Il tesoro più prezioso che ha la cultura europea è la sua razionalità, il suo senso critico e autocritico, la sua capacità, pur nella burocrazia tecnocratica delle cancellerie, a semplificarsi in una Storia in continua metamorfosi, con tensioni e sfide in divenire, unica e molteplice, ambiziosa e solidale. L’Europa è un processo, non un obiettivo, è l’esperimento di un passaggio, di una transizione, proprio come ai tempi di Schuman, il passaggio economico-industriale-ambientale-produttivo non può che essere accompagnato da un passaggio valoriale, quello che abbiamo appreso, con dolore e paura, nei giorni in cui abbiamo scoperto una condizione comune di fragilità riuscendo poi ad elaborare strumenti condivisi di cooperazione, solidarietà, ripresa.
Cos’è un progetto economico, uno dei tanti di cui quotidianamente si occupa la Fondazione che ho l’onore di dirigere? È un progetto di comunità, di benessere dei cittadini grazie allo sforzo cooperativistico europeo e l’impegno amministrativo rigoroso richiesto per essere dentro i parametri decisi. Ecco, a me oggi piace ricordare questo orizzonte infinito di possibilità, sulla base di un bilancio di coesistenza tra gli Stati che reputo pieno di significati inconfutabili e significativi perché abbiamo avuto 70 anni e più di pace e di crescente benessere, pur tra le crisi finanziarie iniziate con l’inizio del XXI secolo e l’arrivo oggi di un conflitto con scenari internazionali preoccupanti. Siamo sicuri che ci sia un’alternativa al rafforzamento dell’Unione Europea?
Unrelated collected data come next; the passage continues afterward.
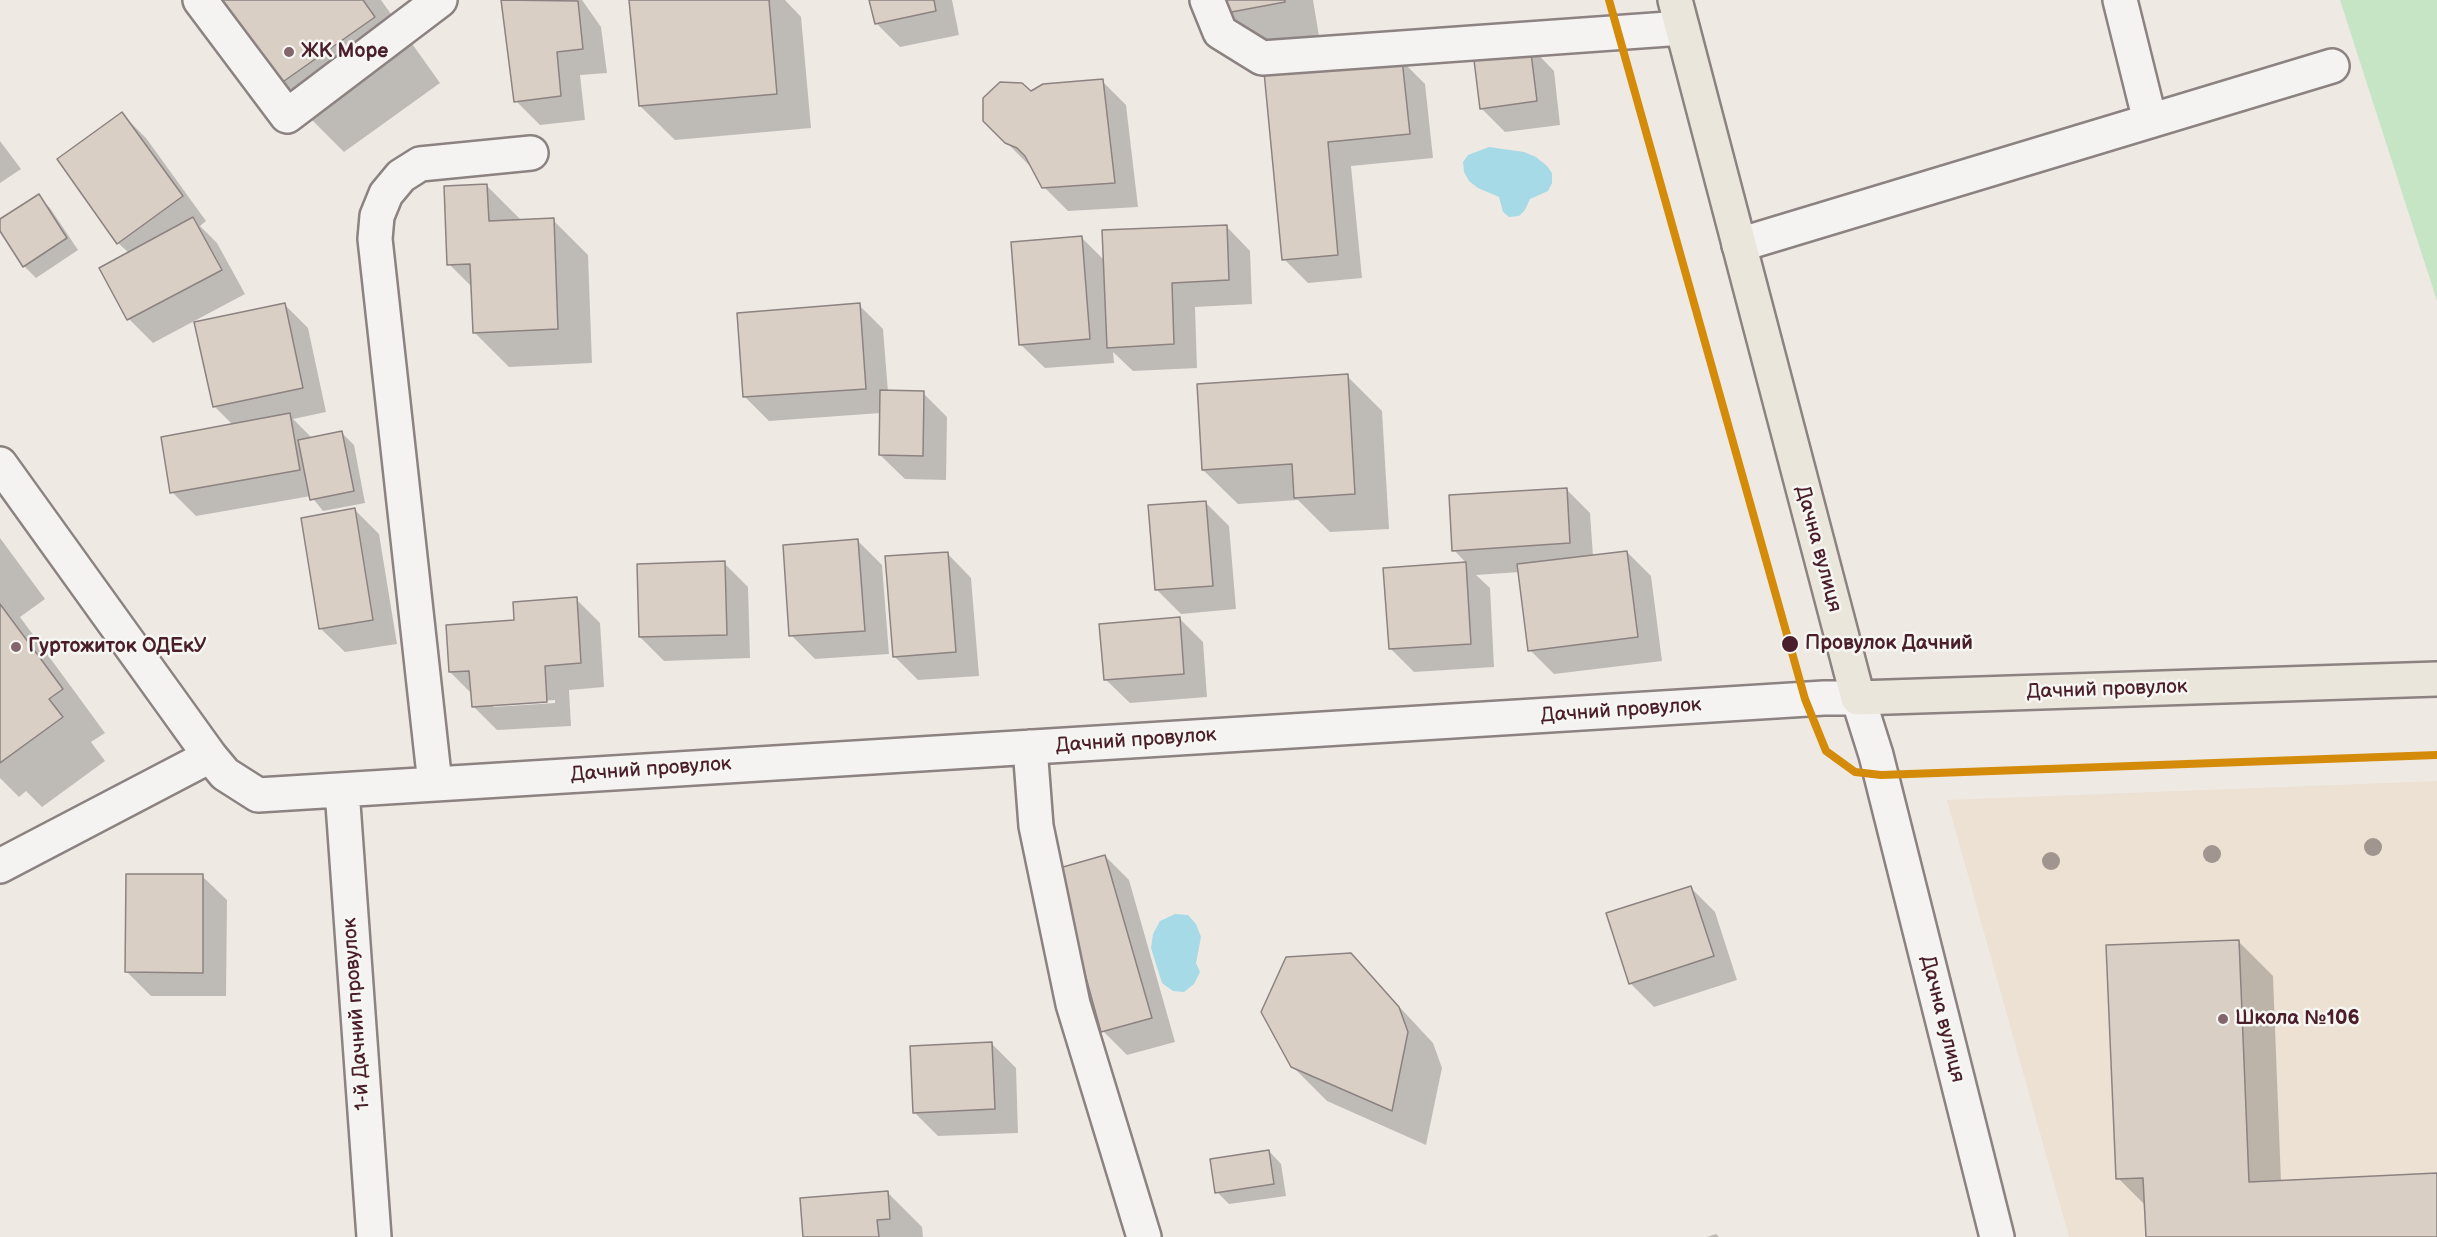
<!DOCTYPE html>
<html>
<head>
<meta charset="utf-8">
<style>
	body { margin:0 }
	canvas { display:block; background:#eee9e3 }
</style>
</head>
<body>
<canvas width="2437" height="1237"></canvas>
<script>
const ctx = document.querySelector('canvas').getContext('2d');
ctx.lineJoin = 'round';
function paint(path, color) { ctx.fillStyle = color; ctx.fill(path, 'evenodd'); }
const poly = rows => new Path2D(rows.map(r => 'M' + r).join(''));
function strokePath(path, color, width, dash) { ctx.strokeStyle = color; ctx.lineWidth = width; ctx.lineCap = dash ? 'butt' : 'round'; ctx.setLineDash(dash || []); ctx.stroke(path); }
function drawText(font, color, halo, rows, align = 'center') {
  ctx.font = font + ' "Balsamiq Sans",sans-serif'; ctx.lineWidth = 5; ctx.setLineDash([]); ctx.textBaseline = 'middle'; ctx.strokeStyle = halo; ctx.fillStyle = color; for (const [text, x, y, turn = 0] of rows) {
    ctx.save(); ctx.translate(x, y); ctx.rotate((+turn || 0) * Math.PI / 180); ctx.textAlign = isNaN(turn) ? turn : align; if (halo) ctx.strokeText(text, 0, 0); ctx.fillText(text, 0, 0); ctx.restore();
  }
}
paint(poly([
	[2437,781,2437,1237,2069,1237,1947,800]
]), '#ede1d4');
paint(poly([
	[2340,0,2437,0,2437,301]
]), '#c5e5c4');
paint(poly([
	[1489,147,1524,152,1536,157,1547,166,1552,173,1552,183,1548,191,1530,199,1525,210,1519,216,1509,217,1503,212,1499,197,1478,188,1469,181,1464,172,1463,162,1468,155],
	[1175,914,1188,915,1196,924,1201,937,1196,963,1200,972,1194,984,1184,992,1173,991,1162,983,1151,948,1153,934,1160,921]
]), '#a7dae7');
paint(poly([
	[217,0,381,0,440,83,344,152,278,86],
	[502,0,582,0,601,27,607,73,580,75,585,120,540,125,516,101],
	[631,0,785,0,801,17,811,128,675,140,640,106],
	[871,0,952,0,959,35,900,47,876,23],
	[1226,0,1313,0,1319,36,1262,47,1228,12],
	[1530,46,1554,71,1560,125,1505,132,1481,108],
	[1401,60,1425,84,1433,158,1351,166,1362,278,1308,283,1284,259,1266,74],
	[1102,81,1126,105,1138,207,1068,211,1044,187,1031,167,984,120],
	[122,114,146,138,206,221,200,226,217,243,245,294,153,343,129,319,129,253,118,243],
	[0,141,21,169,0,183],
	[487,186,522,221,553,220,588,255,592,363,509,367,474,332,473,288,449,264],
	[38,196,50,208,78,250,36,278,24,266,0,228,0,221],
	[1226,226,1250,251,1252,304,1195,307,1197,368,1133,371,1113,352,1114,363,1045,368,1020,344,1082,238,1105,261],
	[284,304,308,328,326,412,293,419,313,439,342,433,354,445,365,503,323,511,311,496,196,516,172,492,233,425,214,406],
	[859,305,883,329,888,392,923,393,947,417,946,480,905,479,880,455,881,413,769,421,744,396],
	[1347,376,1382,411,1389,529,1330,532,1298,500,1238,504,1203,470],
	[1566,489,1590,513,1593,556,1627,552,1651,576,1662,661,1554,674,1530,650,1520,572,1476,575,1490,588,1494,667,1414,672,1390,648,1385,569,1467,564,1454,550],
	[1205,502,1229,526,1236,609,1181,614,1157,590],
	[355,510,379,534,397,644,345,652,320,628],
	[0,538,45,599,20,617,105,733,91,742,105,761,42,807,26,791,19,797,0,778],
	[858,541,882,565,889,654,815,659,791,635],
	[947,553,971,578,979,676,918,680,894,656],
	[724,563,748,587,750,658,664,661,640,637],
	[576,599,600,623,604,687,569,690,571,726,497,730,473,706,472,694,450,672,515,621],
	[555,700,555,703,493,707,493,704],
	[1179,618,1203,642,1207,697,1130,703,1105,679],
	[1105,856,1129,880,1175,1042,1127,1055,1103,1031],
	[202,876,227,900,226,996,151,996,127,972],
	[1691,888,1715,912,1737,980,1654,1007,1630,983],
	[2238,941,2273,976,2281,1182,2437,1175,2437,1237,2147,1237,2146,1206,2118,1178],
	[1351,955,1433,1043,1442,1068,1426,1145,1327,1101,1292,1066],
	[992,1044,1016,1068,1018,1133,938,1136,914,1112],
	[1269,1151,1281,1164,1286,1196,1229,1204,1217,1192],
	[887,1192,922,1227,923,1237,804,1237],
	[1716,1234,1719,1237,1707,1237]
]), '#0003');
const building = poly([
	[216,0,363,0,375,17,277,86,216,0],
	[501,0,578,1,583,49,557,52,561,96,514,102,501,0],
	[629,0,769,0,777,94,639,106,629,0],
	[869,0,934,0,936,11,875,24,869,0],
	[1224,0,1285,0,1285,2,1226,13,1224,0],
	[1530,45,1537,101,1480,109,1473,52,1530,45],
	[1402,59,1410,134,1328,142,1338,255,1282,260,1264,72,1402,59],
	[1103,79,1115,183,1042,188,1025,156,1017,148,1005,143,983,121,983,98,1000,82,1022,83,1031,91,1043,84,1103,79],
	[122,112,183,196,117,244,57,159,122,112],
	[487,184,489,221,554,218,558,329,473,333,470,264,447,265,444,186,487,184],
	[39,194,67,238,23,267,0,231,0,219,39,194],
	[193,217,222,270,127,320,99,268,193,217],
	[1227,225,1229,280,1172,283,1174,344,1107,348,1102,230,1227,225],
	[1082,236,1090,339,1019,345,1011,242,1082,236],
	[285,303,303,388,213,407,194,322,285,303],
	[860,303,866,389,743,397,737,313,860,303],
	[1348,374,1355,494,1294,498,1292,464,1202,470,1197,384,1348,374],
	[880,390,924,391,923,456,879,455,880,390],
	[290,413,300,470,170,493,161,437,290,413],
	[342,431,354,491,310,500,298,440,342,431],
	[1567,488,1570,543,1452,551,1449,495,1567,488],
	[1206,501,1213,586,1155,590,1148,505,1206,501],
	[355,508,373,620,319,629,301,518,355,508],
	[858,539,865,631,789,636,783,545,858,539],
	[1627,551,1638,637,1528,651,1517,564,1627,551],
	[948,552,956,652,893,657,885,556,948,552],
	[725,561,727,635,639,637,637,564,725,561],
	[1466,562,1471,644,1389,649,1383,568,1466,562],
	[577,597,581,663,545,666,547,702,472,707,469,671,449,672,446,625,514,620,513,602,577,597],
	[0,604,63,689,49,699,63,717,0,763,0,604],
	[1180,617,1184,674,1104,680,1099,624,1180,617],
	[1105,855,1152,1018,1101,1032,1056,869,1105,855],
	[126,874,203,874,203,973,125,972,126,874],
	[1691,886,1714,956,1629,984,1606,913,1691,886],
	[2239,940,2249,1182,2437,1173,2437,1237,2146,1237,2143,1178,2116,1179,2106,945,2239,940],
	[1351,953,1399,1007,1408,1032,1392,1111,1291,1067,1261,1012,1286,957,1351,953],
	[992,1042,995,1109,913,1113,910,1046,992,1042],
	[1269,1150,1274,1184,1215,1193,1210,1159,1269,1150],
	[888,1191,890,1219,877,1220,879,1237,803,1237,800,1198,888,1191]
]);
paint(building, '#d9cfc5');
strokePath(building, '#8c8281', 1.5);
const minor = poly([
	[200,0,287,116,440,0],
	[1207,0,1220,32,1262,58,1682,28],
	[2120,0,2150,121],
	[1739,245,2332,66],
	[0,464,210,756,225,774,258,795,1824,698,1858,698,1876,755,1997,1237],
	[1030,747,1036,826,1073,1004,1144,1237],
	[435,784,375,239,377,216,386,194,401,176,420,164,531,153],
	[342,790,374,1237],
	[0,866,210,756]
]);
const major = poly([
	[1675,0,1858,698,2437,679]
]);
strokePath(minor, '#8c8281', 38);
strokePath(major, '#8c8281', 38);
strokePath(minor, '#f4f3f1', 33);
strokePath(major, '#ebe6dc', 33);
strokePath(poly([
	[1609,0,1805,699,1826,751,1855,772,1881,775,2437,755]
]), '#d48b09', 8);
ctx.fillStyle = '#a0958f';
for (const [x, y] of [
	[2373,847],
	[2212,854],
	[2051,861]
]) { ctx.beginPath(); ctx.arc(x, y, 9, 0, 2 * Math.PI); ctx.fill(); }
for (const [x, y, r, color] of [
	[289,52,6,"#83666b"],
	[1790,644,9,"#4a1f2b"],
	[16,647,6,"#83666b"],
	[2223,1019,6,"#83666b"]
]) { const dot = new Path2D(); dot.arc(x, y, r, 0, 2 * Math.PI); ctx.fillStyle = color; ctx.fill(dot); strokePath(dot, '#f6f6f2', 2); }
drawText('bold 20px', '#4a1f2b', '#f6f6f2', [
	["ЖК Море",301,52],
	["Гуртожиток ОДЕкУ",28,647],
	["Школа №106",2235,1019]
], 'left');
drawText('20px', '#4a1f2b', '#f6f6f2', [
	["Дачна вулиця",1818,549,75],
	["Дачний провулок",2107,690,-2],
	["Дачний провулок",1621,711,-4],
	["Дачний провулок",1136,741,-4],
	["Дачний провулок",651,770,-4],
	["1-й Дачний провулок",357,1014,-94],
	["Дачна вулиця",1942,1019,76]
]);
drawText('bold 20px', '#4a1f2b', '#f6f6f2', [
	["Провулок Дачний",1805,644]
], 'left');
</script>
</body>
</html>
Dal 1950 il cammino dell’Europa è stata la storia di una comunità in crescita che ha cambiato volto, ha abbattuto frontiere, ha completato il mercato unico in virtù delle quattro libertà di circolazione – beni, servizi, persone e capitali – dal 1 gennaio 2002 ha una moneta unica, nell’ultimo decennio, dal 2010 ad oggi, pur nella crisi economica, abbiamo costruito la speranza che gli investimenti in nuove tecnologie verdi e rispettose del clima e una più stretta collaborazione possano portare a un benessere duraturo ed equo per tutti i cittadini.
È questa prospettiva e questi valori che guidano l’azione della progettualità della Fondazione IFEL Campania. Perché il tutto è l’insieme dei singoli tasselli e perché la mia esperienza dice che sforzarsi di elaborare modelli europei che partono da una terra che molto ha dato, storicamente, alla nascita e alla costruzione del pensiero europeo, è la sfida più avvincente per chi si occupa di dare forma e programmi alle visioni politiche.